The role of DM in structural atrial remodelling has been studied in multiple animal models. In mice with stroptozoticin-induced hyperglycaemia, it has been suggested that mast cells contribute to the pathogenesis of DM-induced AF via enhancement of inflammation and fibrosis[27]. Genetic type II diabetic rats showed increased atrial arrhythmogenicity, intra-atrial conduction disturbances attributed to interstitial fibrosis, while refractory periods were comparable to wild-type rats[28]. In Langendorff-perfused hearts of rabbits with alloxan-induced DM, AF inducibility was increased while refractory periods and action potential durations were prolonged. These changes were also attributed to structural alterations (i.e. increase in collagen volume fraction)[21]. In Langendorff-perfused hearts of rats with streptozoticin-induced DM, AF inducibility and heterogeneity of refractory periods were increased under sympathetic nerve stimulation, suggesting that neural remodelling might also play a role the pathogenesis of AF in the presence of DM[29].

Our findings suggest that rather systemic and structural changes during DM than acute hyperglycaemia play an important role in AF pathogenesis. This is in line with prior animal studies that require longer exposure to a diabetic state in order to manifest increased susceptibility to AF.

Limitations

Over-substitution of potassium might affect inducibility of AF, however, electrolytes were kept within a normal range throughout the whole protocol.

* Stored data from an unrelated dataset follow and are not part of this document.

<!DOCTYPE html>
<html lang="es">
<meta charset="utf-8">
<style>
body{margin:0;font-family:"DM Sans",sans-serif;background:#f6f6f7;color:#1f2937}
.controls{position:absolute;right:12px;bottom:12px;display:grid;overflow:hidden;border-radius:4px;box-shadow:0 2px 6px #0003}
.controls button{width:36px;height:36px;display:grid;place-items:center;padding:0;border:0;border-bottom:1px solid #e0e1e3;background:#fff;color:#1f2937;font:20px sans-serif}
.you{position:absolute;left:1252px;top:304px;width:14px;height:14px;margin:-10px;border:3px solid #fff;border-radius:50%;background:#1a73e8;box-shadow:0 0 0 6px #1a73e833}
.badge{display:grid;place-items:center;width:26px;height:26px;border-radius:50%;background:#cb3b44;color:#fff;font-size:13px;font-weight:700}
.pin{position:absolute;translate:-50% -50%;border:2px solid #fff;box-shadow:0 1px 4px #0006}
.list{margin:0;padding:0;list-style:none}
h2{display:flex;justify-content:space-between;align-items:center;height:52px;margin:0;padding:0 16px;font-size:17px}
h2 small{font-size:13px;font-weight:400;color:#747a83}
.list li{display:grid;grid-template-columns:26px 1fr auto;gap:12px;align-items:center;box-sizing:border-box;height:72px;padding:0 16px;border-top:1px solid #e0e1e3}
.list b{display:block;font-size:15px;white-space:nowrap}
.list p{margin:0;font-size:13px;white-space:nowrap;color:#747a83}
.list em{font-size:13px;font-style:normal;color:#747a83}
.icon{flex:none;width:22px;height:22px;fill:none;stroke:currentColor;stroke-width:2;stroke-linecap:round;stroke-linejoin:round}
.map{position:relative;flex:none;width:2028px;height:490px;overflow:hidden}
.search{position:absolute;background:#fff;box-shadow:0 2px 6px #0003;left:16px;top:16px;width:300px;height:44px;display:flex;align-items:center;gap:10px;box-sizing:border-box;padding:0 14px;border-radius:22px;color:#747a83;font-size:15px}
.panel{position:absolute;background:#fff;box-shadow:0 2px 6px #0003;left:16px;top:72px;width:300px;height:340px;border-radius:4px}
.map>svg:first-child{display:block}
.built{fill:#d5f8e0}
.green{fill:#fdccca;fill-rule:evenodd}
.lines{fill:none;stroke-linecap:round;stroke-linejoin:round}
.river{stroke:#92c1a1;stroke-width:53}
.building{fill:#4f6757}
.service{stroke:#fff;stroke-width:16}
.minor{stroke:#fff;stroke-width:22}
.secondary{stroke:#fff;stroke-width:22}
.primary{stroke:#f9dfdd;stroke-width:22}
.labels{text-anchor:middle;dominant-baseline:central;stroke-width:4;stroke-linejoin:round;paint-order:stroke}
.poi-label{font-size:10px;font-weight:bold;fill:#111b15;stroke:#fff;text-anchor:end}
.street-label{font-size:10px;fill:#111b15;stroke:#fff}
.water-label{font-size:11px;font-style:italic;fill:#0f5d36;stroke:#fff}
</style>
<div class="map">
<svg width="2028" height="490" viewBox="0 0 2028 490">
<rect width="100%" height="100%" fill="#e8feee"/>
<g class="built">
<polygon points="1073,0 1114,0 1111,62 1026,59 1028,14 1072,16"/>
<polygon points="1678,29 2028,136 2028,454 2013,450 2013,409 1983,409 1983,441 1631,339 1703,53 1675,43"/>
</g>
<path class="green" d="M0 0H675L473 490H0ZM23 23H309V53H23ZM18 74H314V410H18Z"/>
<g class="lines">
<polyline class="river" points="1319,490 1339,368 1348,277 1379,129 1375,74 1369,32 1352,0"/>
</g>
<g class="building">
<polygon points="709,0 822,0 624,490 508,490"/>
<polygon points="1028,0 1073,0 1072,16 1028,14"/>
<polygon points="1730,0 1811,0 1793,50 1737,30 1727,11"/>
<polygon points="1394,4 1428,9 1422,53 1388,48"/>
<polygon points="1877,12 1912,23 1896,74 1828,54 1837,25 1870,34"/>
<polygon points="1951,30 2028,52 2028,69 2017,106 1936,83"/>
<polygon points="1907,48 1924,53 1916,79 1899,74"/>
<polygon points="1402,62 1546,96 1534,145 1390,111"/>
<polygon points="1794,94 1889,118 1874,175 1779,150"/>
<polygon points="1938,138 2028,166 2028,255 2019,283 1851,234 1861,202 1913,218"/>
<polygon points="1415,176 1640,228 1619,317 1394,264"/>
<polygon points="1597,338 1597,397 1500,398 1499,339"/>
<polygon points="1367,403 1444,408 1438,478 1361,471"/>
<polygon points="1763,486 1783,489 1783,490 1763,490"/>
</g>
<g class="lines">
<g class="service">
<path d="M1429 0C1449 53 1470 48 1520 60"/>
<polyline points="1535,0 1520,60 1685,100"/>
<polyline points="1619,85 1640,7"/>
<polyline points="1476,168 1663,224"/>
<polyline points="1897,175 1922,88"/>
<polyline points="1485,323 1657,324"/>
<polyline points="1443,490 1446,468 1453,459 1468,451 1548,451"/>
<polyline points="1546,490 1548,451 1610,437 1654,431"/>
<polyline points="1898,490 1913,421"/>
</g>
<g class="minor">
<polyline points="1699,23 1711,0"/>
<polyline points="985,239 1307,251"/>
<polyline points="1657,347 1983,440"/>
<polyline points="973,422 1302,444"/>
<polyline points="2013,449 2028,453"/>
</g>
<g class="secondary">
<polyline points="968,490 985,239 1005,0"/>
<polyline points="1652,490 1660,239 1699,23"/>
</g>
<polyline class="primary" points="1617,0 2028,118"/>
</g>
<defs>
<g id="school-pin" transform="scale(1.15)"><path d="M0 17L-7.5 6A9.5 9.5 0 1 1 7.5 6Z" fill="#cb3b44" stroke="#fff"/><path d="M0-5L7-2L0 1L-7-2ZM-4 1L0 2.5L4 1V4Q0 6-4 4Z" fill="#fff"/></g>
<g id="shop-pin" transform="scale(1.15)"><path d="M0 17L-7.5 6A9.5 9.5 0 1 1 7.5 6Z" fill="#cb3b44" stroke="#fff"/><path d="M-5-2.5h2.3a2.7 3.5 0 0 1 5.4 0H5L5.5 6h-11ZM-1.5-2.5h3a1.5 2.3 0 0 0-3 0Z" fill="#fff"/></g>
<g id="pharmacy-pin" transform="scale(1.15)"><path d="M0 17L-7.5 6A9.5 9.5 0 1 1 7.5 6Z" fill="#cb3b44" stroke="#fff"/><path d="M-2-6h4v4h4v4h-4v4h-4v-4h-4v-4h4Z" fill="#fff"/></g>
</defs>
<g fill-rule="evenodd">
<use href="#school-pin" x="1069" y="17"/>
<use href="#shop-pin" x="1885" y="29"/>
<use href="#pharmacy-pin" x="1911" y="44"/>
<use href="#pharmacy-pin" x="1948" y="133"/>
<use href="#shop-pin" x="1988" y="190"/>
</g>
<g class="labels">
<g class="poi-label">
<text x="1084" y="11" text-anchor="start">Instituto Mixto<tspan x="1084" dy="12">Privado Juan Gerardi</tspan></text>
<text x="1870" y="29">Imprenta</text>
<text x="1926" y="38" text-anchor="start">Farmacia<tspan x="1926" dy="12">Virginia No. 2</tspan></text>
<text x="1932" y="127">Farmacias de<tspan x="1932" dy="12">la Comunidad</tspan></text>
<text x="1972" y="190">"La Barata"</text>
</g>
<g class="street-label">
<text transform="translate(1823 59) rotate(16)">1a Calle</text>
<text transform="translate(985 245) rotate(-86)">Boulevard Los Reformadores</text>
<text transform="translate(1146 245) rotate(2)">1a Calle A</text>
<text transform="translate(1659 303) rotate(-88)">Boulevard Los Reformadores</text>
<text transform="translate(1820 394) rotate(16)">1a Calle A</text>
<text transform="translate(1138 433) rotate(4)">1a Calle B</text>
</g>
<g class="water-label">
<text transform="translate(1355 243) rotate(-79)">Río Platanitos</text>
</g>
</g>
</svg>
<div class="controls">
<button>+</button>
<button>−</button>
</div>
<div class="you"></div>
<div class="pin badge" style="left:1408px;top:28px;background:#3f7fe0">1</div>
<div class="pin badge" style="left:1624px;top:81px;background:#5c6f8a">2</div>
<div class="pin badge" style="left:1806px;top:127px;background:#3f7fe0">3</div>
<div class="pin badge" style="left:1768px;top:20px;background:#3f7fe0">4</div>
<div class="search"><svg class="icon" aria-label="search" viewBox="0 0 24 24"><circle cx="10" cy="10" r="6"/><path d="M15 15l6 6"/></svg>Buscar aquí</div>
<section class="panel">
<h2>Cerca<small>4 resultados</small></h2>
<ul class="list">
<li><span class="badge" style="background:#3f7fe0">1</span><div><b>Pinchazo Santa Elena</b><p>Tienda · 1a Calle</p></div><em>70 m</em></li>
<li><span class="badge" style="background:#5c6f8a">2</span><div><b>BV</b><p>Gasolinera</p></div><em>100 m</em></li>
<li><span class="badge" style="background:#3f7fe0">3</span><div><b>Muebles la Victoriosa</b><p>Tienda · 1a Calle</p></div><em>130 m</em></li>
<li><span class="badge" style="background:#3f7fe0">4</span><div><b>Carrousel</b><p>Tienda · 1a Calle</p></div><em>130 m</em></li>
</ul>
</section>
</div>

We performed our experiments in healthy pigs without cardiac disease. We may not exclude that arrhythmogenic properties increase in the context of structurally remodeled atria. However, we do not have evidence that a more pathophysiological behavior occurs in remodeled atria. Moreover, the increased CV suggest an increased safety factor for conduction leading to a lower likelihood of wave break and complex conduction. Therefore, we anticipate that our findings can be translated to clinical scenarios where DM is already present. However, a new series of experiments would be necessary to verify this notion.

Since induced AF episodes were short and unstable, we could not perform further qualitative analyses on AF patterns.

Conclusion

Acute hyperglycaemia does not represent a substrate for increased AF inducibility in a large animal model.